Let’s see what Hitler actually said in a speech to the Reichstag on 30 January 1939:-
‘Today I will once more be a prophet. If the international Jewish financiers in and outside Europe should succeed in plunging the nations once more into a world war, then the result will not be the bolshevization of the earth, and this the victory of Jewry, but the annihilation of the Jewish race in Europe!’
Source: http://holocaustresearchproject.org/holoprelude/jewishquestion.html.
Note that this speech was given BEFORE the start of World War Two.
Arguably, Hitler switched from a policy of promoting external migration for Jews (to anywhere, including Palestine) to a policy – eventually – of one of destruction after conquering large territories with large number of Jewish inhabitants.
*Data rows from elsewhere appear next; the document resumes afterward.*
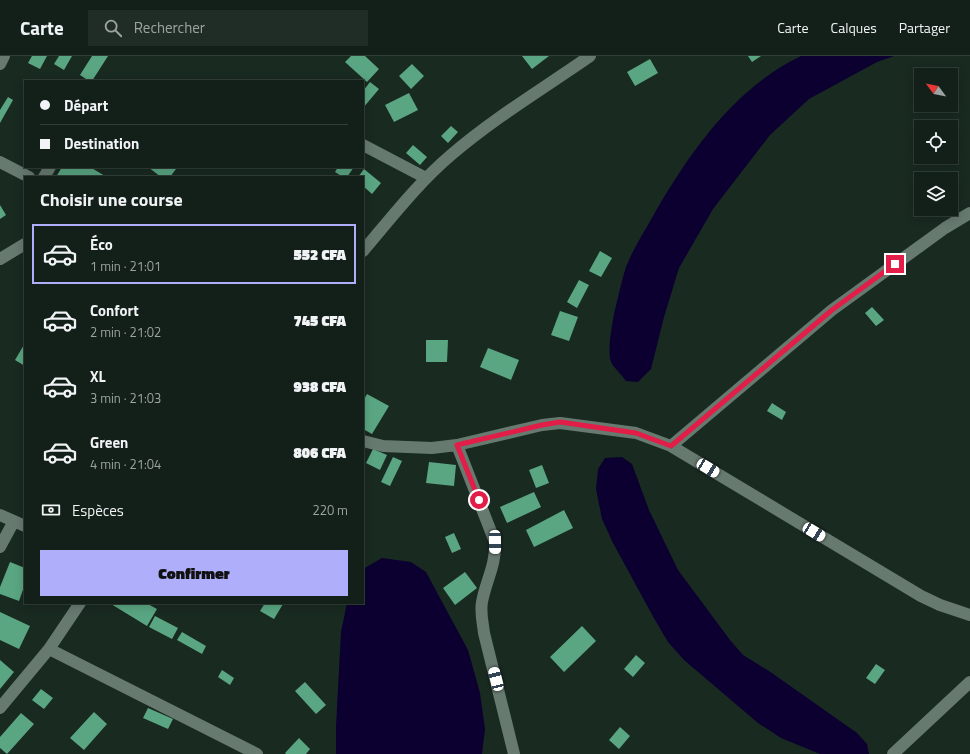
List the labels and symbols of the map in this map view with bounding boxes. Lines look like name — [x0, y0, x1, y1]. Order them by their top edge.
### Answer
north arrow — [914, 68, 958, 112]
route end — [886, 255, 904, 273]
car — [695, 457, 721, 479]
route start — [470, 491, 488, 509]
car — [801, 521, 827, 543]
car — [489, 530, 501, 554]
car — [487, 666, 505, 692]

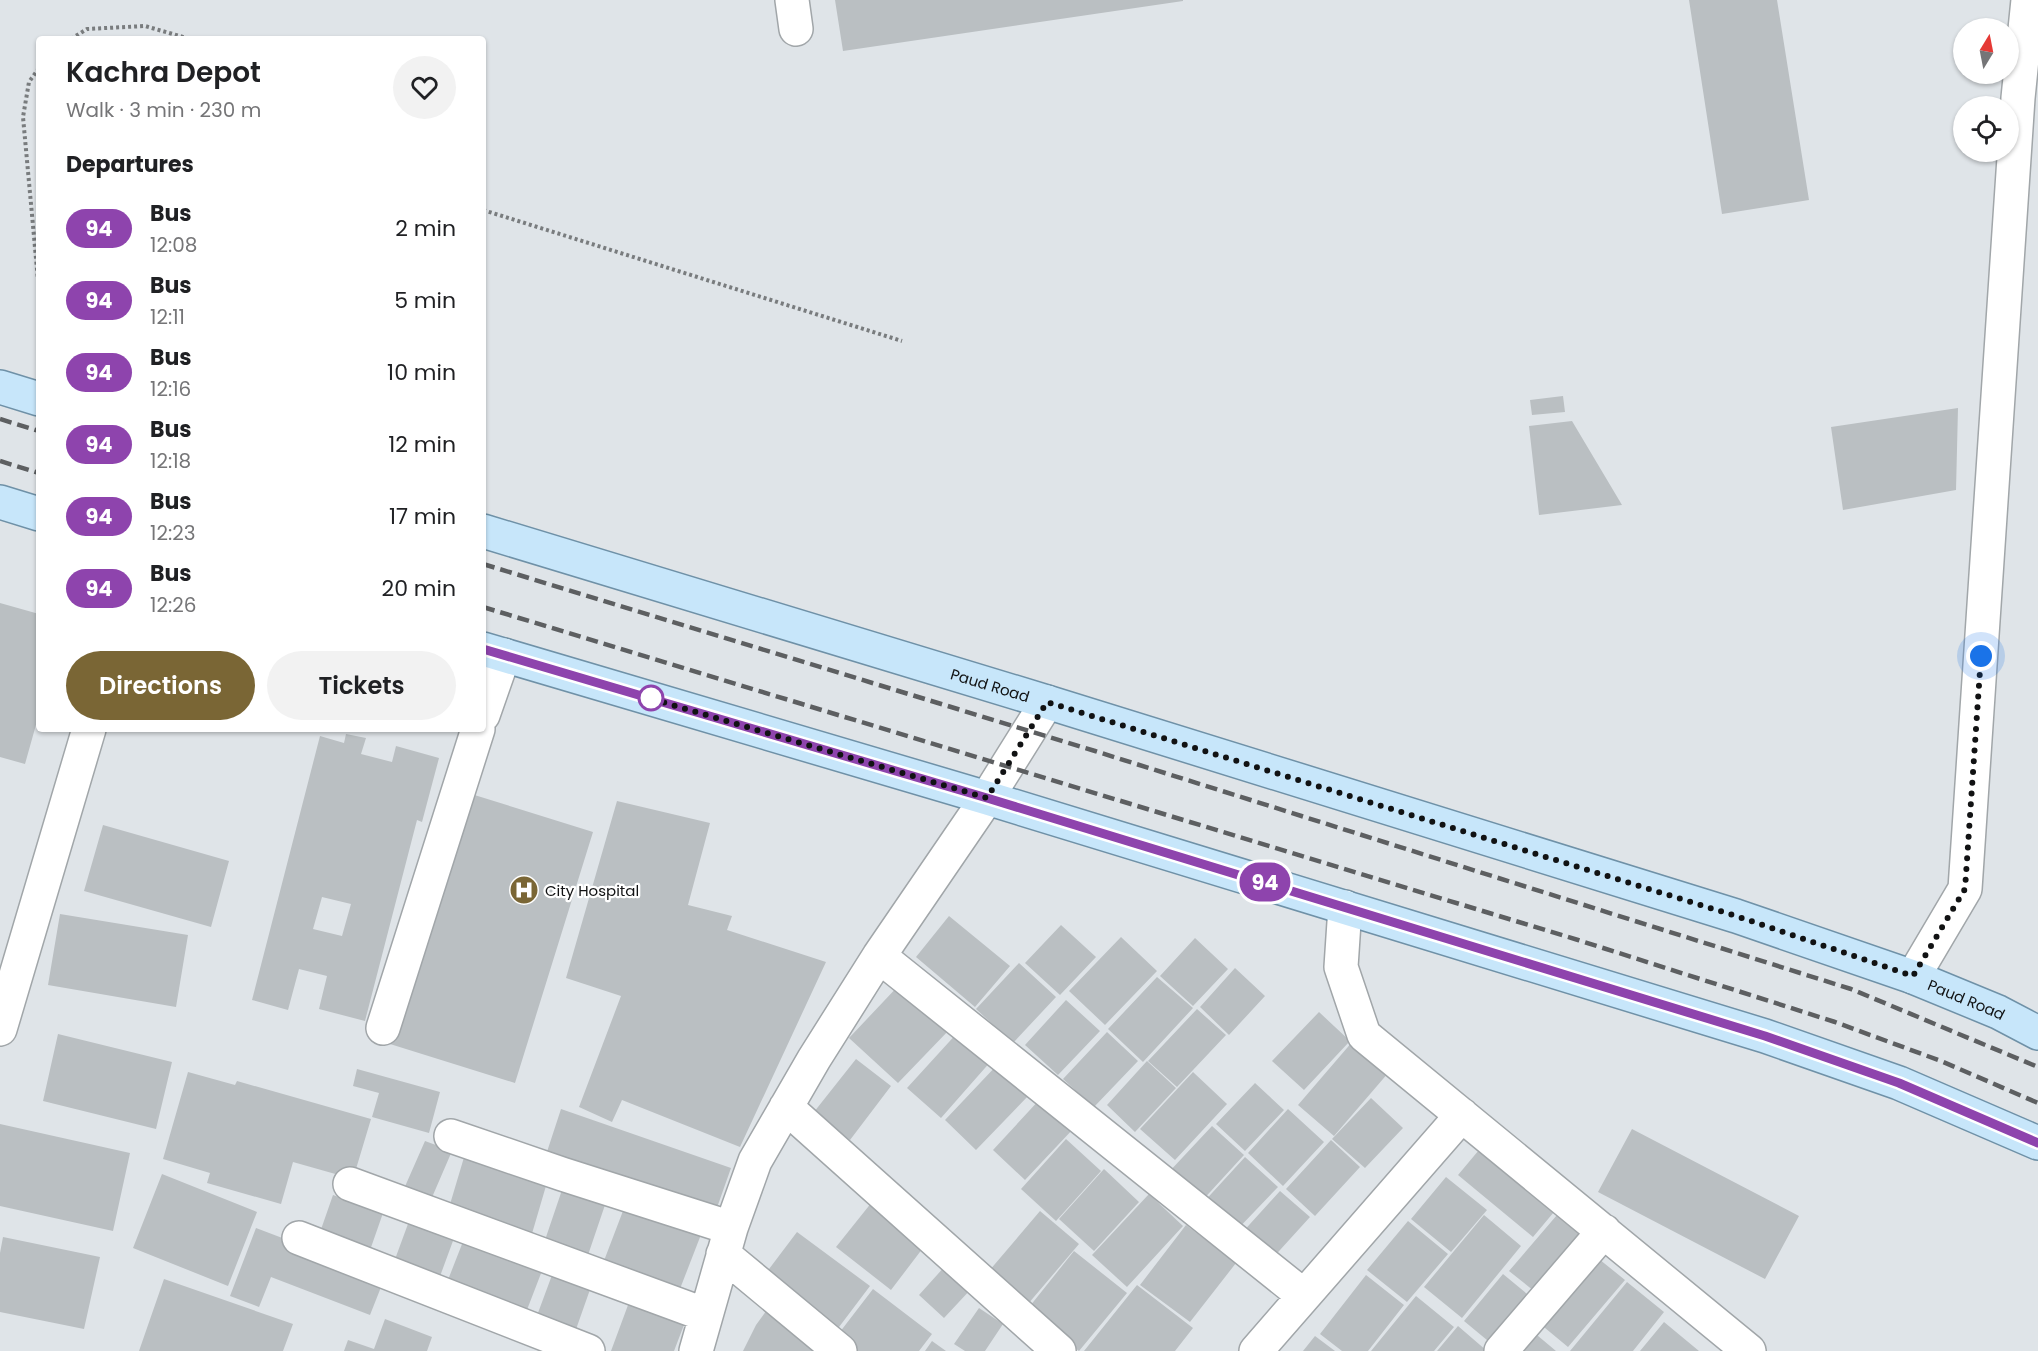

The Wannsee Conference in January 1942 marked the official change in attitude towards Jews in the Reich.
Was Wannsee a sign of Hitler going mad? I don’t think so.
According to his own ideology and the ideology of his party, Hitler’s action were bizarrely rational, not mad.
Arguably, indeed: by 1939, it had become extremely difficult (mostly impossible) for Jews to leave Germany.
Self serving groups have always dominated the illusion of democracy within British politics, one only has to consider the influence of Milner and the Round Table group to understand this. Zionists are no different, like all political movements, theirs suffers no alternative. Zionism hides behind and callously uses Judaism, Israel and that states population to further it’s own political agenda, it even distorts the meaning of Semite in order to achieve it’s goals. We should not be fooled by yet another group whose only ambition it seems is to force their view of the world upon us. Unfortunately many British politicians including the prime minister have declared they are Zionists, a loyalty that suffers no alternative including national loyalty. Should we be so concerned with the issues affecting a branch or those of the tree?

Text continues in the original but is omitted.